▶ [THE PROBLEM]: Give back the whole listing exactly as it is written.

▶ [SUPPLIED DATA]:

———

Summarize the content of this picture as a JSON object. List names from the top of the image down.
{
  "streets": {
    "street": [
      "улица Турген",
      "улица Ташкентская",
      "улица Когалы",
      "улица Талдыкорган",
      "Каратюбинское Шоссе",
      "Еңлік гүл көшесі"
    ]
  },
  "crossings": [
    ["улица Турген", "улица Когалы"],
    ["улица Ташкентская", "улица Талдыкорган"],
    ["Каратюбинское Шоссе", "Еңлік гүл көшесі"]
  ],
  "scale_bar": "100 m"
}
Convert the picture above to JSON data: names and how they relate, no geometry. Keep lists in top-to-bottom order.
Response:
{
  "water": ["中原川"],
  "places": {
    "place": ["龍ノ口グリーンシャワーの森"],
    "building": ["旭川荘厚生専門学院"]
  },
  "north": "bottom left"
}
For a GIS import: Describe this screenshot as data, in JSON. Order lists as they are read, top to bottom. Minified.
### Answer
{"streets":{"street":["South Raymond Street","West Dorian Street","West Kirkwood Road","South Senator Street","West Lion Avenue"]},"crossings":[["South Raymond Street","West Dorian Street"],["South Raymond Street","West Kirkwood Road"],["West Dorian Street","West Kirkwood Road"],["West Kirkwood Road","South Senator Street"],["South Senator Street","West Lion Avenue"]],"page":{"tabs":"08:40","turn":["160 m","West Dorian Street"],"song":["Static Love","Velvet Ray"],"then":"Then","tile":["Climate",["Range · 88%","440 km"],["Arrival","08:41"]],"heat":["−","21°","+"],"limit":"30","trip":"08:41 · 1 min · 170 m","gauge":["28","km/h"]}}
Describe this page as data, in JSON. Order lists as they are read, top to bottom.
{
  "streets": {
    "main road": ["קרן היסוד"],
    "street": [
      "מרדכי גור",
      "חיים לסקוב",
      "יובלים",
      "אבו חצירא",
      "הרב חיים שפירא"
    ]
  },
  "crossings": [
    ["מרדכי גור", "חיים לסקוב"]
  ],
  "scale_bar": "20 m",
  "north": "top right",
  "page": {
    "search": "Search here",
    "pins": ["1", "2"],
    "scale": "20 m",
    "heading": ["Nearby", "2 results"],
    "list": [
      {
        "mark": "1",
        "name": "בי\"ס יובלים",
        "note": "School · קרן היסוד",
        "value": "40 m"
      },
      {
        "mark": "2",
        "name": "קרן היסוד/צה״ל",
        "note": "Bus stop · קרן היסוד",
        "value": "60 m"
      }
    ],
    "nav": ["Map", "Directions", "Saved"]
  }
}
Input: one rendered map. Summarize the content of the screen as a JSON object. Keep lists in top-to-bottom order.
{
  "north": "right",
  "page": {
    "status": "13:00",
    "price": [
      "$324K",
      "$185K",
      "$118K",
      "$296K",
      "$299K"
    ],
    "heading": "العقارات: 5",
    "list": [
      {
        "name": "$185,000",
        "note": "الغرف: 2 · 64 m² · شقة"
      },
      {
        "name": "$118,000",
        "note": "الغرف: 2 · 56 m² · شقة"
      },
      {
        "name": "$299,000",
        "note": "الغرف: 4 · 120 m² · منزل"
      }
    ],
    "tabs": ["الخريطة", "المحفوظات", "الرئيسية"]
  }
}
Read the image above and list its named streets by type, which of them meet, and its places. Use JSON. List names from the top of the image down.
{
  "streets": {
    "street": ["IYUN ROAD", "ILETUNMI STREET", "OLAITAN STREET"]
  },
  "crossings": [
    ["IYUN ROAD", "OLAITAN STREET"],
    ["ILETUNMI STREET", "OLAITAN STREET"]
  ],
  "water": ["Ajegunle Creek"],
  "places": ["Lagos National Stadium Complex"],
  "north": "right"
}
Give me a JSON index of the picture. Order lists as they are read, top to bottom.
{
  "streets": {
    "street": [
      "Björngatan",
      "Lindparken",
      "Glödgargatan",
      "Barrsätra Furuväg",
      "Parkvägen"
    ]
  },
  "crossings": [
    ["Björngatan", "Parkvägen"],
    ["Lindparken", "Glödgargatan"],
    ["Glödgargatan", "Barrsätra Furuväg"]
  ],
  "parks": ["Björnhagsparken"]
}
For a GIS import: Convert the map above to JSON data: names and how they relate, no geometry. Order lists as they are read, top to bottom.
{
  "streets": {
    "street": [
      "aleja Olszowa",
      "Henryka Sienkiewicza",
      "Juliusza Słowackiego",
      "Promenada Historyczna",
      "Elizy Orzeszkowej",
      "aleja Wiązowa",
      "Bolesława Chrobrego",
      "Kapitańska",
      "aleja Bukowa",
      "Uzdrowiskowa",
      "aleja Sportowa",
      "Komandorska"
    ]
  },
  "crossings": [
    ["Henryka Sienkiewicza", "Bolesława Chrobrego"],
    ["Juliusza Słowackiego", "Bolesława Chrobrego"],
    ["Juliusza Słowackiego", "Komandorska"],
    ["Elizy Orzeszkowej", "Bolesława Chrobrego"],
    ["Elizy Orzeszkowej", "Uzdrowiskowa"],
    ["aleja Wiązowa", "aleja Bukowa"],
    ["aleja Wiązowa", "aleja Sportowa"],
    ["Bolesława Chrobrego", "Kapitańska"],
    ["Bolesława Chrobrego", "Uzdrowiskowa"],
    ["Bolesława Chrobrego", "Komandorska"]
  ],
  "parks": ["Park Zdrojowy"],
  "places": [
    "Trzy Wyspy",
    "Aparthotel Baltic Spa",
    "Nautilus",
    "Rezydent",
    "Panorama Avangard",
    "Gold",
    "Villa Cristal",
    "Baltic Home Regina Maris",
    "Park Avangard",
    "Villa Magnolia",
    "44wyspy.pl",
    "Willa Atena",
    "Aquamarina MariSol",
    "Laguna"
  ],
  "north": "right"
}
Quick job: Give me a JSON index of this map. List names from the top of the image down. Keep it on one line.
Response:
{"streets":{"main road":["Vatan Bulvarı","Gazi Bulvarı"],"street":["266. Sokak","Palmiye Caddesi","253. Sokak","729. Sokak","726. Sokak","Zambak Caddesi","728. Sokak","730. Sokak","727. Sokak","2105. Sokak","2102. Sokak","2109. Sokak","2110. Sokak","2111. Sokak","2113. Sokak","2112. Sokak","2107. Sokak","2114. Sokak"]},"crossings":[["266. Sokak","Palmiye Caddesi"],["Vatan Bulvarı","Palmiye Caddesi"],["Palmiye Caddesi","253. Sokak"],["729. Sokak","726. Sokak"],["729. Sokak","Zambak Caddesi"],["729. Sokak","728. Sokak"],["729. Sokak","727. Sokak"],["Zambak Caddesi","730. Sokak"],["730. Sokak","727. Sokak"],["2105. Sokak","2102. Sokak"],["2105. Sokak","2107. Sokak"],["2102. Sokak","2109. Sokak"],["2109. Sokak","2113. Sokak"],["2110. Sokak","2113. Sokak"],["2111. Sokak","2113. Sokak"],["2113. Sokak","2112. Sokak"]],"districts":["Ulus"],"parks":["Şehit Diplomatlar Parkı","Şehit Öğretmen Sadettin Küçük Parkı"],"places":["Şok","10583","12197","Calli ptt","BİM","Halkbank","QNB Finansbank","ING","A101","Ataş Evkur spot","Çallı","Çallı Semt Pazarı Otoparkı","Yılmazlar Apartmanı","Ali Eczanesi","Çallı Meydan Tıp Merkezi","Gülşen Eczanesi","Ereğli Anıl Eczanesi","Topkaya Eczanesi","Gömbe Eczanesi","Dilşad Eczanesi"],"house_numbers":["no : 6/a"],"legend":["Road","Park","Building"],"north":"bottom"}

———

▶ [ANSWER FOR THE TASK]:
Summarize the content of this picture as a JSON object. List names from the top of the image down.
{
  "streets": {
    "street": [
      "улица Турген",
      "улица Ташкентская",
      "улица Когалы",
      "улица Талдыкорган",
      "Каратюбинское Шоссе",
      "Еңлік гүл көшесі"
    ]
  },
  "crossings": [
    ["улица Турген", "улица Когалы"],
    ["улица Ташкентская", "улица Талдыкорган"],
    ["Каратюбинское Шоссе", "Еңлік гүл көшесі"]
  ],
  "scale_bar": "100 m"
}
Convert the picture above to JSON data: names and how they relate, no geometry. Keep lists in top-to-bottom order.
Response:
{
  "water": ["中原川"],
  "places": {
    "place": ["龍ノ口グリーンシャワーの森"],
    "building": ["旭川荘厚生専門学院"]
  },
  "north": "bottom left"
}
For a GIS import: Describe this screenshot as data, in JSON. Order lists as they are read, top to bottom. Minified.
### Answer
{"streets":{"street":["South Raymond Street","West Dorian Street","West Kirkwood Road","South Senator Street","West Lion Avenue"]},"crossings":[["South Raymond Street","West Dorian Street"],["South Raymond Street","West Kirkwood Road"],["West Dorian Street","West Kirkwood Road"],["West Kirkwood Road","South Senator Street"],["South Senator Street","West Lion Avenue"]],"page":{"tabs":"08:40","turn":["160 m","West Dorian Street"],"song":["Static Love","Velvet Ray"],"then":"Then","tile":["Climate",["Range · 88%","440 km"],["Arrival","08:41"]],"heat":["−","21°","+"],"limit":"30","trip":"08:41 · 1 min · 170 m","gauge":["28","km/h"]}}
Describe this page as data, in JSON. Order lists as they are read, top to bottom.
{
  "streets": {
    "main road": ["קרן היסוד"],
    "street": [
      "מרדכי גור",
      "חיים לסקוב",
      "יובלים",
      "אבו חצירא",
      "הרב חיים שפירא"
    ]
  },
  "crossings": [
    ["מרדכי גור", "חיים לסקוב"]
  ],
  "scale_bar": "20 m",
  "north": "top right",
  "page": {
    "search": "Search here",
    "pins": ["1", "2"],
    "scale": "20 m",
    "heading": ["Nearby", "2 results"],
    "list": [
      {
        "mark": "1",
        "name": "בי\"ס יובלים",
        "note": "School · קרן היסוד",
        "value": "40 m"
      },
      {
        "mark": "2",
        "name": "קרן היסוד/צה״ל",
        "note": "Bus stop · קרן היסוד",
        "value": "60 m"
      }
    ],
    "nav": ["Map", "Directions", "Saved"]
  }
}
Input: one rendered map. Summarize the content of the screen as a JSON object. Keep lists in top-to-bottom order.
{
  "north": "right",
  "page": {
    "status": "13:00",
    "price": [
      "$324K",
      "$185K",
      "$118K",
      "$296K",
      "$299K"
    ],
    "heading": "العقارات: 5",
    "list": [
      {
        "name": "$185,000",
        "note": "الغرف: 2 · 64 m² · شقة"
      },
      {
        "name": "$118,000",
        "note": "الغرف: 2 · 56 m² · شقة"
      },
      {
        "name": "$299,000",
        "note": "الغرف: 4 · 120 m² · منزل"
      }
    ],
    "tabs": ["الخريطة", "المحفوظات", "الرئيسية"]
  }
}
Read the image above and list its named streets by type, which of them meet, and its places. Use JSON. List names from the top of the image down.
{
  "streets": {
    "street": ["IYUN ROAD", "ILETUNMI STREET", "OLAITAN STREET"]
  },
  "crossings": [
    ["IYUN ROAD", "OLAITAN STREET"],
    ["ILETUNMI STREET", "OLAITAN STREET"]
  ],
  "water": ["Ajegunle Creek"],
  "places": ["Lagos National Stadium Complex"],
  "north": "right"
}
Give me a JSON index of the picture. Order lists as they are read, top to bottom.
{
  "streets": {
    "street": [
      "Björngatan",
      "Lindparken",
      "Glödgargatan",
      "Barrsätra Furuväg",
      "Parkvägen"
    ]
  },
  "crossings": [
    ["Björngatan", "Parkvägen"],
    ["Lindparken", "Glödgargatan"],
    ["Glödgargatan", "Barrsätra Furuväg"]
  ],
  "parks": ["Björnhagsparken"]
}
For a GIS import: Convert the map above to JSON data: names and how they relate, no geometry. Order lists as they are read, top to bottom.
{
  "streets": {
    "street": [
      "aleja Olszowa",
      "Henryka Sienkiewicza",
      "Juliusza Słowackiego",
      "Promenada Historyczna",
      "Elizy Orzeszkowej",
      "aleja Wiązowa",
      "Bolesława Chrobrego",
      "Kapitańska",
      "aleja Bukowa",
      "Uzdrowiskowa",
      "aleja Sportowa",
      "Komandorska"
    ]
  },
  "crossings": [
    ["Henryka Sienkiewicza", "Bolesława Chrobrego"],
    ["Juliusza Słowackiego", "Bolesława Chrobrego"],
    ["Juliusza Słowackiego", "Komandorska"],
    ["Elizy Orzeszkowej", "Bolesława Chrobrego"],
    ["Elizy Orzeszkowej", "Uzdrowiskowa"],
    ["aleja Wiązowa", "aleja Bukowa"],
    ["aleja Wiązowa", "aleja Sportowa"],
    ["Bolesława Chrobrego", "Kapitańska"],
    ["Bolesława Chrobrego", "Uzdrowiskowa"],
    ["Bolesława Chrobrego", "Komandorska"]
  ],
  "parks": ["Park Zdrojowy"],
  "places": [
    "Trzy Wyspy",
    "Aparthotel Baltic Spa",
    "Nautilus",
    "Rezydent",
    "Panorama Avangard",
    "Gold",
    "Villa Cristal",
    "Baltic Home Regina Maris",
    "Park Avangard",
    "Villa Magnolia",
    "44wyspy.pl",
    "Willa Atena",
    "Aquamarina MariSol",
    "Laguna"
  ],
  "north": "right"
}
Quick job: Give me a JSON index of this map. List names from the top of the image down. Keep it on one line.
Response:
{"streets":{"main road":["Vatan Bulvarı","Gazi Bulvarı"],"street":["266. Sokak","Palmiye Caddesi","253. Sokak","729. Sokak","726. Sokak","Zambak Caddesi","728. Sokak","730. Sokak","727. Sokak","2105. Sokak","2102. Sokak","2109. Sokak","2110. Sokak","2111. Sokak","2113. Sokak","2112. Sokak","2107. Sokak","2114. Sokak"]},"crossings":[["266. Sokak","Palmiye Caddesi"],["Vatan Bulvarı","Palmiye Caddesi"],["Palmiye Caddesi","253. Sokak"],["729. Sokak","726. Sokak"],["729. Sokak","Zambak Caddesi"],["729. Sokak","728. Sokak"],["729. Sokak","727. Sokak"],["Zambak Caddesi","730. Sokak"],["730. Sokak","727. Sokak"],["2105. Sokak","2102. Sokak"],["2105. Sokak","2107. Sokak"],["2102. Sokak","2109. Sokak"],["2109. Sokak","2113. Sokak"],["2110. Sokak","2113. Sokak"],["2111. Sokak","2113. Sokak"],["2113. Sokak","2112. Sokak"]],"districts":["Ulus"],"parks":["Şehit Diplomatlar Parkı","Şehit Öğretmen Sadettin Küçük Parkı"],"places":["Şok","10583","12197","Calli ptt","BİM","Halkbank","QNB Finansbank","ING","A101","Ataş Evkur spot","Çallı","Çallı Semt Pazarı Otoparkı","Yılmazlar Apartmanı","Ali Eczanesi","Çallı Meydan Tıp Merkezi","Gülşen Eczanesi","Ereğli Anıl Eczanesi","Topkaya Eczanesi","Gömbe Eczanesi","Dilşad Eczanesi"],"house_numbers":["no : 6/a"],"legend":["Road","Park","Building"],"north":"bottom"}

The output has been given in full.